Gaan opdrachtgevers vragen om installaties conform NEN 4010?
Dat is zeker de verwachting. En dat is niet in conflict met het Bouwbesluit, dus dat is geen probleem. Houd wel rekening met het toepassingsgebied van NEN 4010.
Kan ik in NEN 4010 aanvullende eisen bij bijzondere ruimten (NEN 1010 deel 7) vinden?
Ja. In NEN 4010 zijn de bijzondere ruimten - de aanvullende eisen uit deel 7 NEN 1010 -in de hoofdstukken 4 (Beschermingsmaatregelen) en 5 (Keuze en installatie van elektrisch materieel) verwerkt. Ook de bijlagen van NEN 1010 zijn, waar van toepassing, in de hoofdstukken 4 en 5 verwerkt.
Heb ik een NEN 1010-certificaat nodig om elektrische laagspanningsinstallaties te mogen aanleggen?

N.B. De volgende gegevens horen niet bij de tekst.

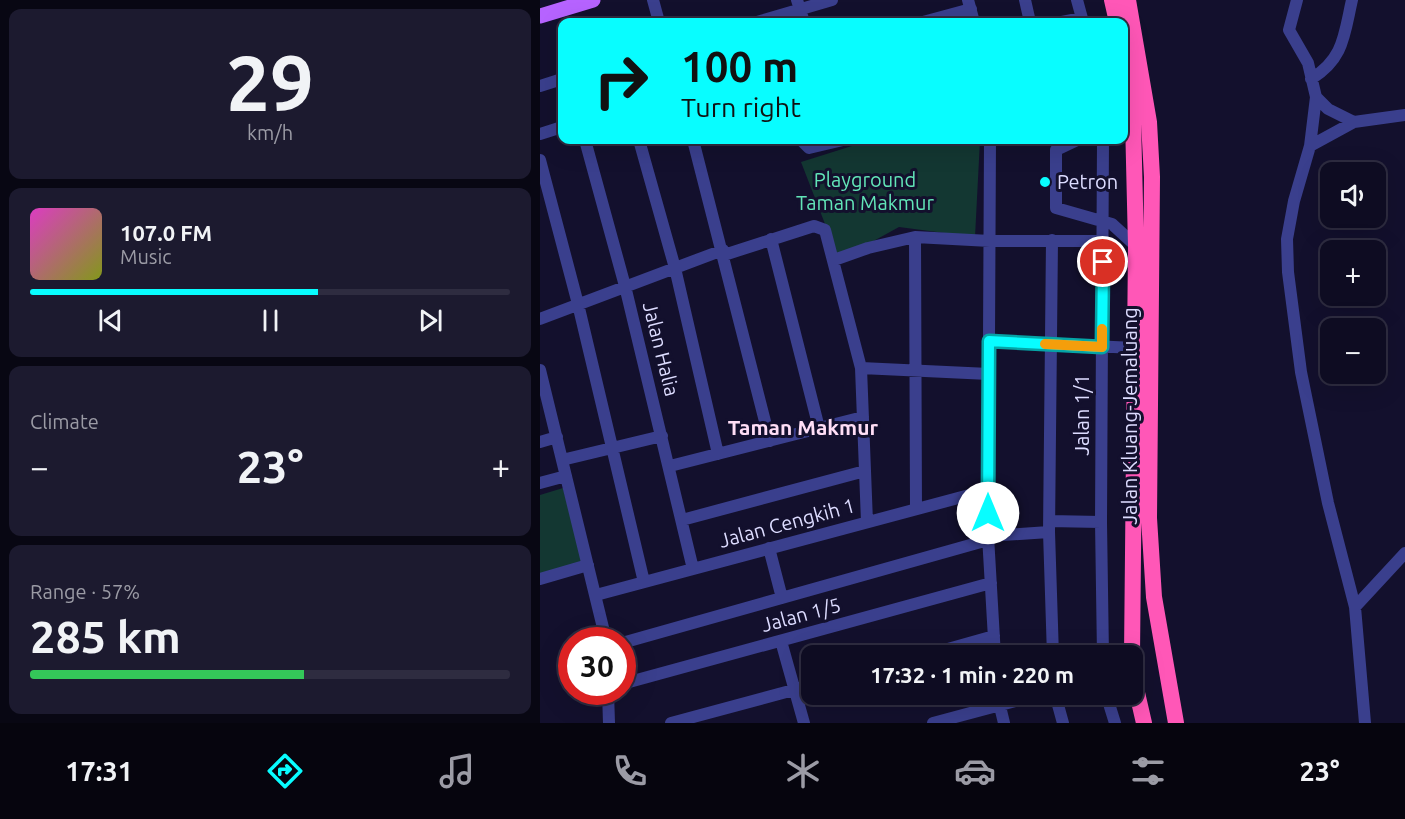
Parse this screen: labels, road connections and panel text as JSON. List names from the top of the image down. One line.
{"streets":{"highway":["Jalan Kluang-Jemaluang"],"street":["Jalan Halia","Jalan 1/1","Jalan Cengkih 1","Jalan 1/5"]},"crossings":[["Jalan Halia","Jalan Cengkih 1"]],"districts":["Taman Makmur"],"parks":["Playground Taman Makmur"],"places":["Petron"],"page":{"tile":[["29","km/h"],"Climate",["Range · 57%","285 km"]],"turn":["100 m","Turn right"],"map_buttons":["+","−"],"song":["107.0 FM","Music"],"heat":["−","23°","+"],"limit":"30","trip":"17:32 · 1 min · 220 m","tabs":["17:31","23°"]}}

Er is geen wettelijke verplichting die zegt dat je een certificaat moet hebben om te mogen installeren of inspecteren. Certificaten zijn niet verplicht: niet voor personen en niet voor bedrijven. Het kunnen tonen van een certificaat kan echter wel helpen om klanten te overtuigen van de deskundigheid van betreffende bedrijf/persoon.
Welke versie van NEN 1010 is aangewezen in het Bouwbesluit?

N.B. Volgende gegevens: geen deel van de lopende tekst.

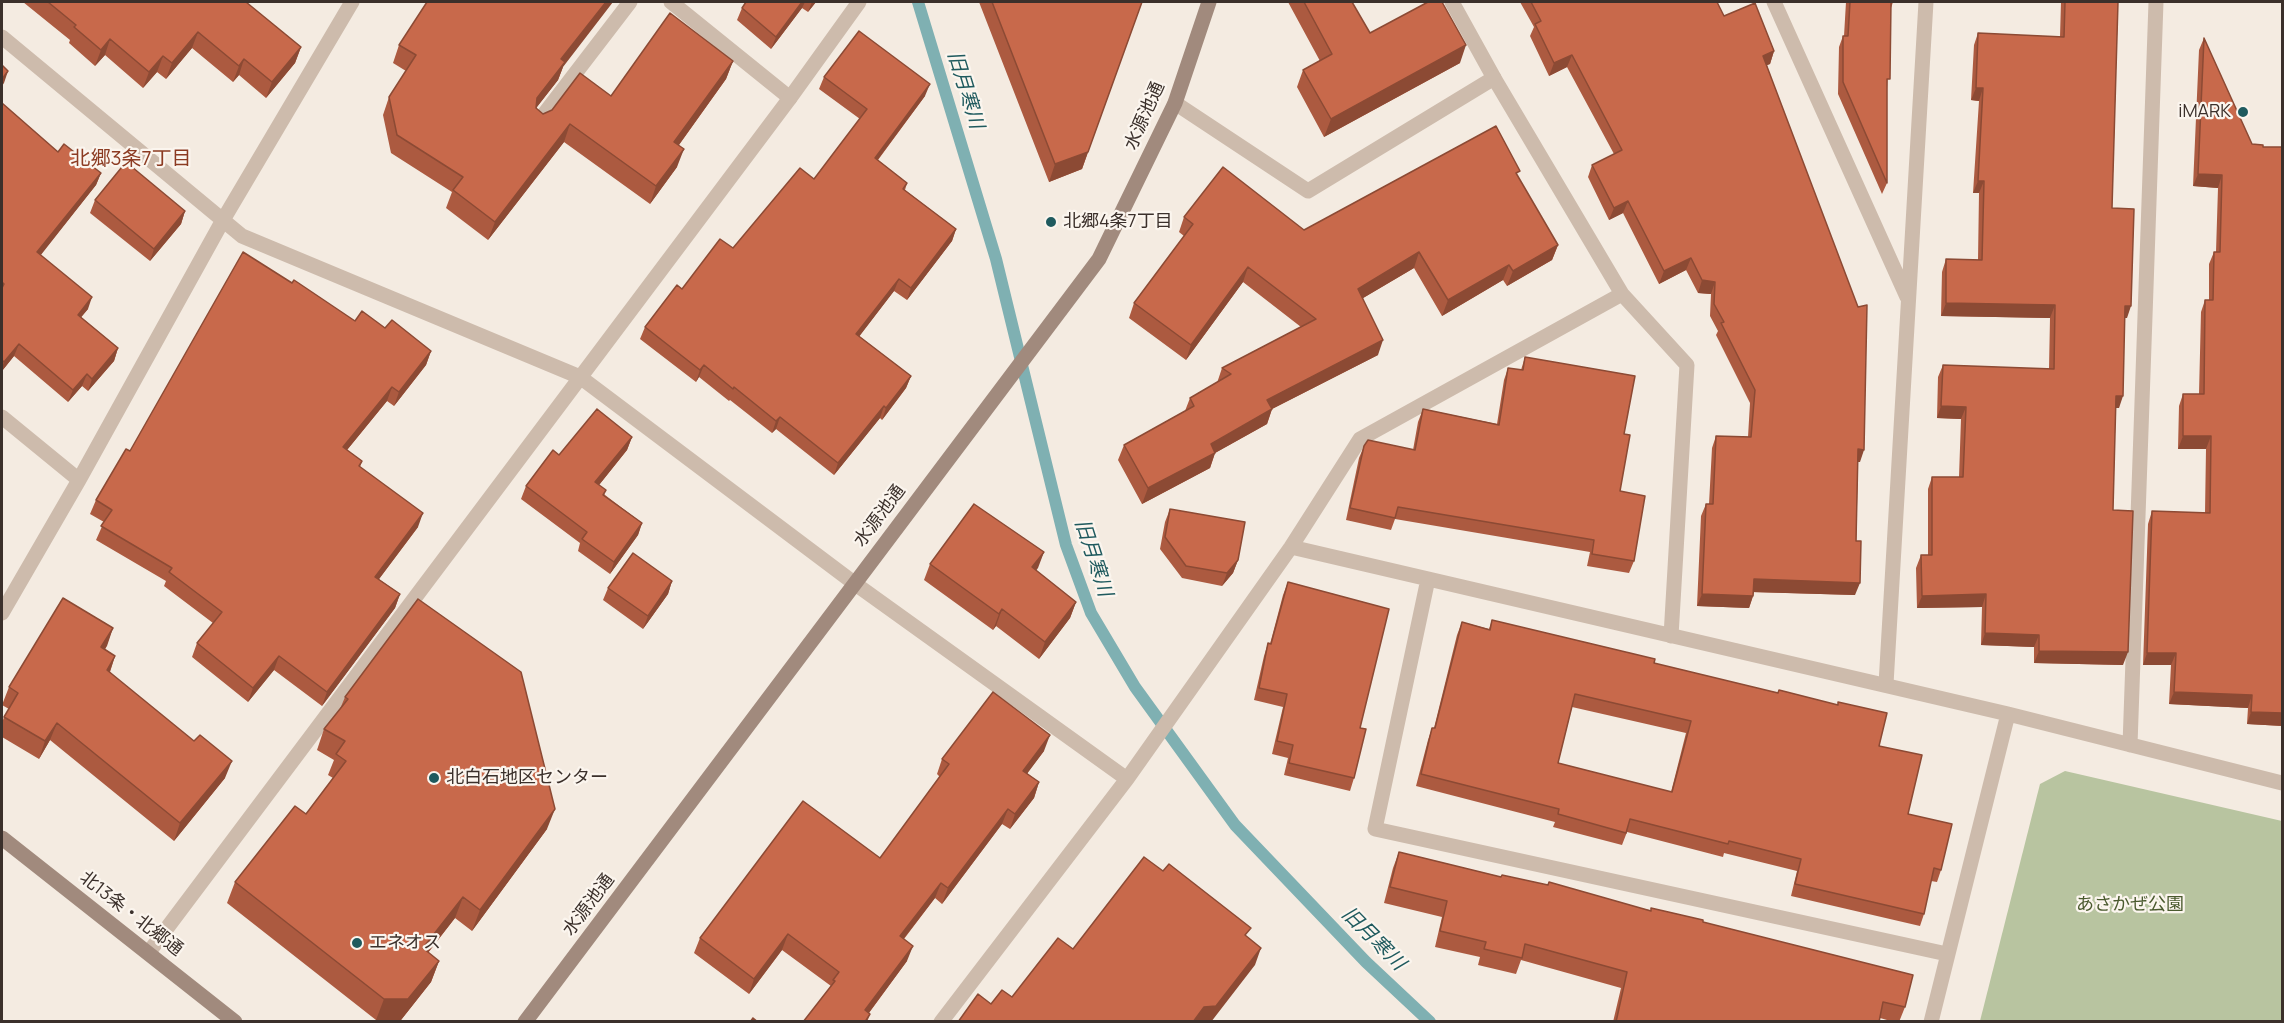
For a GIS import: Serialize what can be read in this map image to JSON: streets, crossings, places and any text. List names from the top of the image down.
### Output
{
  "streets": {
    "street": ["水源池通", "北13条・北郷通"]
  },
  "districts": ["北郷3条7丁目"],
  "water": ["旧月寒川"],
  "parks": ["あさかぜ公園"],
  "places": [
    "iMARK",
    "北郷4条7丁目",
    "北白石地区センター",
    "エネオス"
  ]
}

Op dit moment is de 2015-versie van NEN 1010 aangewezen in het Bouwbesluit. Dat betekent dat bouwvergunningen worden verstrekt op basis van NEN 1010:2015 en dat het toepassen van deze editie van de norm een voldoende veilige elektrische installatie oplevert.
Is NEN 1010:2020 (automatisch) ook van toepassing in het Bouwbesluit na uitkomen?
Nee, deze dient eerst door de wetgever aangewezen te worden.